Murder in the Heart of a Child: the real danger behind school violence

You can find the stories going back to the early 1990’s on the Internet and maybe they started before that time, but much has been published about students attacking and killing their fellow students. Recently, a student stabbed and slashed twenty-two students at a high school in Murrysville, PA. Reporters seemed shocked by his choice of weapon. I assure you no one in law enforcement was shocked. Knives never need to be reloaded and universally strike terror in people’s hearts.

It was obvious that many of the reporters and other commentators were at a loss. They were unable to locate the typical villain in this attack. How could it be? A high profile attack, at a school, with multiple victims? This was the standard story reported far too often but there was something missing. All the “experts” and “commentators” in the contact files of every print and media producer who are paraded out after these incidents were suddenly silenced because the quintessential protagonist was conspicuously absent; there was no gun.

The absence of a gun in the story presented a veritable quandary for many advocacy groups as well. They could not use their typical rhetoric of blaming “assault weapons” or “detachable magazines.” Discussions of background checks and the “proliferation of weapons in our gun culture” were meaningless.

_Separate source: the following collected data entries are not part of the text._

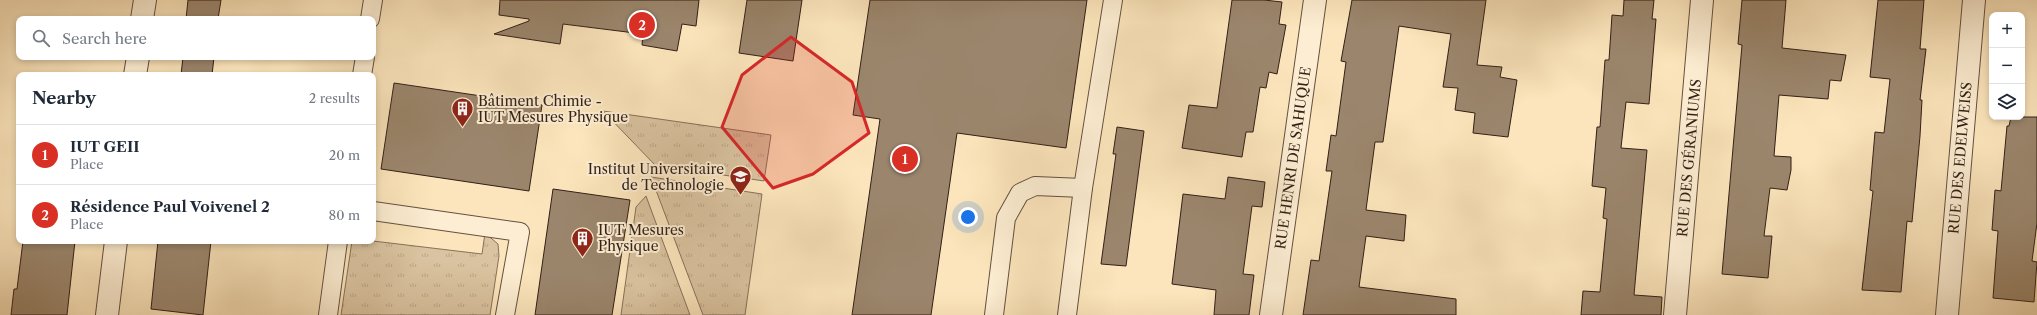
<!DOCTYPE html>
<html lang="en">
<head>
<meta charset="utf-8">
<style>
  body { margin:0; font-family:"Libre Caslon Text",serif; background:#f6f6f7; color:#1f2937 }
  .controls { position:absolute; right:12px; top:12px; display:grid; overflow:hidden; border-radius:8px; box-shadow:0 2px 6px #0003 }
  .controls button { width:36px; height:36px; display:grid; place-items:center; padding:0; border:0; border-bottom:1px solid #e0e1e3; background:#fff; color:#1f2937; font:20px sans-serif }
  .you { position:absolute; left:968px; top:217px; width:14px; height:14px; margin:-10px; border:3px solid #fff; border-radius:50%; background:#1a73e8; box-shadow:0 0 0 6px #1a73e833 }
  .badge { display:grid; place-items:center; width:26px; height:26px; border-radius:50%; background:#d93025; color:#fff; font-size:13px; font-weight:700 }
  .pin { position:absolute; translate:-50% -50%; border:2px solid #fff; box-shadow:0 1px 4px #0006 }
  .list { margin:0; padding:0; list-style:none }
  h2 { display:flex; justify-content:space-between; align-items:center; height:52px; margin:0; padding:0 16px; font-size:17px }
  h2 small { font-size:13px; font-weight:400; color:#747a83 }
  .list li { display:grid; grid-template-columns:26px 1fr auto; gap:12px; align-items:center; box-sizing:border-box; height:60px; padding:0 16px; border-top:1px solid #e0e1e3 }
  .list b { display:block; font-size:15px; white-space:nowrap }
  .list p { margin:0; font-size:13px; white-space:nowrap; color:#747a83 }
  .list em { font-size:13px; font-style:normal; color:#747a83 }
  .icon { flex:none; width:22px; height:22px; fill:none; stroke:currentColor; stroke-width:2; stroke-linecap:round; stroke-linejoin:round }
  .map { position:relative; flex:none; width:2037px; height:315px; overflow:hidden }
  .search { position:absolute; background:#fff; box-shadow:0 2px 6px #0003; left:16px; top:16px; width:360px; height:44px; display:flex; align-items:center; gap:10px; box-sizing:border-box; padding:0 14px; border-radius:8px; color:#747a83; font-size:15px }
  .panel { position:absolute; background:#fff; box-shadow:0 2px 6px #0003; left:16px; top:72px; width:360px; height:172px; border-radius:8px }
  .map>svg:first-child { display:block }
  .grass { fill:url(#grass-tufts); stroke:#86715c }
  .building { fill:#9b866d; stroke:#321f17 }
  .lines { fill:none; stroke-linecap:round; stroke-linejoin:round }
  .lane-casing { stroke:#645040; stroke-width:20 }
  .street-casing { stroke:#645040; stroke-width:24 }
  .lane { stroke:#fdeed3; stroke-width:18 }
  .street { stroke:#fdeed3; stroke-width:22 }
  .marked { fill:#d62828; fill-opacity:0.2; stroke:#d62828; stroke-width:3; stroke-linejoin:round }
  .labels { text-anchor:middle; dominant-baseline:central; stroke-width:4; stroke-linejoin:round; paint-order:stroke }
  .poi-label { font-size:14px; fill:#321f17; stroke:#fdeed3; text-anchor:start }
  .street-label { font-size:14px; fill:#321f17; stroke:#fdeed3 }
</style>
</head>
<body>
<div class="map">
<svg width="2037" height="315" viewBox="0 0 2037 315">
  <defs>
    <pattern id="grass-tufts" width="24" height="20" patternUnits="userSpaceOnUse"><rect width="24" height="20" fill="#dac3a0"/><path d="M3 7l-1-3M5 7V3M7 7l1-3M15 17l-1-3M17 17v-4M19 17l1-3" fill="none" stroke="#bca789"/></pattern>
  </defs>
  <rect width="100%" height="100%" fill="#fce5bc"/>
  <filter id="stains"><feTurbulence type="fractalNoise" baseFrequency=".005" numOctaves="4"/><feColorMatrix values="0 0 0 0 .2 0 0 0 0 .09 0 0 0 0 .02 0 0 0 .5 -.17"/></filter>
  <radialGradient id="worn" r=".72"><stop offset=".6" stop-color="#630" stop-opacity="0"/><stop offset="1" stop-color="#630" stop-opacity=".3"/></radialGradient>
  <!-- grass -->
  <g class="grass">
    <polygon points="603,111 771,135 764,181 655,165"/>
    <polygon points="651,177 762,194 745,315 703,315"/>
    <polygon points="646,196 690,315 621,315 636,207"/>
    <polygon points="485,233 498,244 499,256 490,315 341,315 352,241 373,241 482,254"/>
  </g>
  <!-- building -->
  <g class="building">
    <polygon points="188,0 221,0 218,19 186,19"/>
    <polygon points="500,0 699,0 696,26 682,24 677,51 642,45 643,34 563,24 560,44 494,34 529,21 529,19 499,15"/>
    <polygon points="747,0 802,0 793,61 739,53"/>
    <polygon points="870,0 1087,0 1066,148 957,133 931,315 852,315 880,119 853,115"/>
    <polygon points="1232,0 1264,0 1282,2 1279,24 1286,25 1277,74 1269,72 1266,88 1260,87 1253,132 1246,132 1242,157 1182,148 1189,105 1217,108"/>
    <polygon points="1352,0 1486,0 1477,65 1502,67 1500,77 1517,80 1508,137 1473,133 1475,113 1455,110 1458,88 1443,87 1451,34 1399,26 1383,142 1375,142 1366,210 1406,215 1404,241 1366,236 1359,287 1456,299 1456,315 1303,315 1311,260 1319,261 1332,171 1326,171 1331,135 1336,136 1346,62 1341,61"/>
    <polygon points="1624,0 1654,0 1652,19 1656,19 1649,104 1626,102 1621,148 1647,150 1634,295 1662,297 1661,315 1581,315 1583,291 1600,292 1607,219 1603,218 1606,188 1592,186 1597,127 1600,127 1605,60 1609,60 1612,15 1623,16"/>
    <polygon points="1742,0 1786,0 1782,48 1846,55 1841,81 1830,80 1828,99 1779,95 1774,156 1791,157 1791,170 1787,190 1770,188 1764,236 1772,236 1768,278 1722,274 1742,45 1738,44"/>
    <polygon points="1878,0 1924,0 1920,49 1926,49 1920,100 1922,100 1920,136 1912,222 1907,221 1901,292 1862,290 1873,191 1870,190 1875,132 1884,133 1890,79 1870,77"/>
    <polygon points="183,57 214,57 212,75 181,75"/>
    <polygon points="394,83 542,105 529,191 381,169"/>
    <polygon points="2011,117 2037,117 2037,223 2032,261 2037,262 2034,302 1993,298 1998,231 1992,230 1995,190 2001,191 2007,126 2009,126"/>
    <polygon points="1117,127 1144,131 1126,266 1101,264 1116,154 1113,154"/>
    <polygon points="1228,177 1265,182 1262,207 1252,206 1243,274 1254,275 1249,315 1214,315 1216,290 1172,284 1183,194 1225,199"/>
    <polygon points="553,189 630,200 612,315 535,315"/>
    <polygon points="23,241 75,241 67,315 11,315 14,289 17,289"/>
    <polygon points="158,241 211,241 203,315 151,309"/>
  </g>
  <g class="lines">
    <defs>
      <g id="lane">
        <polyline points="370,19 373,0"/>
        <polyline points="362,75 365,57"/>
        <polyline points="373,211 520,232 505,315"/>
        <polyline points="328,315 338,241"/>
        <polyline points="994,315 1006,218 1020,193 1035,186 1083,188"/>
        <polyline points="1067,315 1083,188 1113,0"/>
      </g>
      <g id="street">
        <polyline points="142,19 145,0"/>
        <polyline points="135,75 138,57"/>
        <polyline points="107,315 116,241"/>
        <polyline points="1271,315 1315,0"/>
        <polyline points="1675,315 1702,0"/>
        <polyline points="1947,315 1974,0"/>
      </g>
    </defs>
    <!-- lane casing -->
    <use href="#lane" class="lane-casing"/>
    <!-- street casing -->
    <use href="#street" class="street-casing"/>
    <!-- lane -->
    <use href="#lane" class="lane"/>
    <!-- street -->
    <use href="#street" class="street"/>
  </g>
  <!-- marked area -->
  <path class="marked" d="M791 37 852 82 869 133 813 174 773 188 722 127 742 75Z"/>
  <!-- icons -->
  <defs>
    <symbol id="building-pin" viewBox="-11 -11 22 30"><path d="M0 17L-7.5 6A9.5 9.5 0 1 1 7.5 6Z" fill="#8f2418" stroke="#fdeed3"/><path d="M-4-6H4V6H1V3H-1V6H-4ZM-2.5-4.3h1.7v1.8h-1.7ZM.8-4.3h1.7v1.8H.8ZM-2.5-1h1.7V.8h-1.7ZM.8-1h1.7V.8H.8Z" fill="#fff"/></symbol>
    <symbol id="university-pin" viewBox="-11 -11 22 30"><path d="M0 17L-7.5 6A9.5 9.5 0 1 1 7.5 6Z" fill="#8f2418" stroke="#fdeed3"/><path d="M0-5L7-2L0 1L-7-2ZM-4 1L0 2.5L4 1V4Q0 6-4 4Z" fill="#fff"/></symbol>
  </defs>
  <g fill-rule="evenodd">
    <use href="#building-pin" x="450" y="96" width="25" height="34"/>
    <use href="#university-pin" x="728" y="164" width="25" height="34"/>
    <use href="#building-pin" x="570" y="226" width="25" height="34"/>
  </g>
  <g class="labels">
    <!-- poi labels -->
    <g class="poi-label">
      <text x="478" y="101">Bâtiment Chimie -<tspan x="478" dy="16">IUT Mesures Physique</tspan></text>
      <text x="724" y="169" text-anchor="end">Institut Universitaire<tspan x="724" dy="16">de Technologie</tspan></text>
      <text x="598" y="230">IUT Mesures<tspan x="598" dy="16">Physique</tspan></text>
    </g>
    <!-- street labels -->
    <g class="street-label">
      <text transform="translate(1293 158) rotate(-82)">RUE HENRI DE SAHUQUE</text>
      <text transform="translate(1689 158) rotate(-85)">RUE DES GÉRANIUMS</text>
      <text transform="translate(1960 158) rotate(-85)">RUE DES EDELWEISS</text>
    </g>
  </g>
  <rect width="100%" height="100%" filter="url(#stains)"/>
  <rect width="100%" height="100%" fill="url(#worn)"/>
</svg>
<div class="controls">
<button>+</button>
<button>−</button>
<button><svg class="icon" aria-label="layers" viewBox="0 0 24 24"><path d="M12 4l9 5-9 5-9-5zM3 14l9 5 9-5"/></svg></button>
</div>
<div class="you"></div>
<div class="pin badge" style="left:905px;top:159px">1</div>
<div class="pin badge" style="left:642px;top:25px">2</div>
<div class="search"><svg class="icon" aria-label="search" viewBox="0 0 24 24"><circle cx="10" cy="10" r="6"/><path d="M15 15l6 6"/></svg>Search here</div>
<section class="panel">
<h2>Nearby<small>2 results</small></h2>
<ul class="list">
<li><span class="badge">1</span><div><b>IUT GEII</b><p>Place</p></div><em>20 m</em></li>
<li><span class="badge">2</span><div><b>Résidence Paul Voivenel 2</b><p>Place</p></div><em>80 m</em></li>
</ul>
</section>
</div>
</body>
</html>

They were all scratching their heads as they faced, many for the first time reluctantly, the reality recognized and understood by LEOs around the United States for decades; something is wrong in our schools and with our children. You see, it is the LEOs who have watched 12 year old children join gangs and mercilessly beat rival gang members and witnessed the carnage resulting from the lack of respect for the dignity of human life in the streets of our country. Juvenile offenders committing armed robberies, rapes, and murders is a phenomenon well known to LEOs not as a study done by an advocacy group but as a reality they must confront every day on the street. Given the violence by juveniles, I am surprised we do not have more attacks on campuses around the United States.

While people debate the Second Amendment and New York and Connecticut pass ridiculous and unconstitutional gun laws, the danger is still rising and festering like a cancer that has yet to manifest into a recognizable form. Our culture, our communities, and yes our schools are breeding a type of violence unimaginable fifty years ago. Fifty years ago, high school students brought guns to school in their cars and trucks to hunt after class. Cars on campus contained knives in tackle boxes. Every young man carried a pocket knife and whittled when he had time. Boys and girls competed in rifle competitions in firing ranges nearby or in the school basement. Something has changed and it is not the presence of weapons on campus that has lead to these deaths.

If we do not address the will to murder and the capability of a child to develop a maligned heart leading to murder, we will read more headlines that shock us. We will see more tragedies. I represent LEOs who struggle with the taking of a life when they are legally, ethically and morally justified in doing so. Yet we see children committing horrific crimes with a seeming lack of conscience.

Something is wrong with a society that blames inanimate objects for a slaughter and refuses to address the real danger of a child who forms the intent to kill classmates and carries out his plan. Perhaps the reason for this is simple: it’s easier. Stay safe.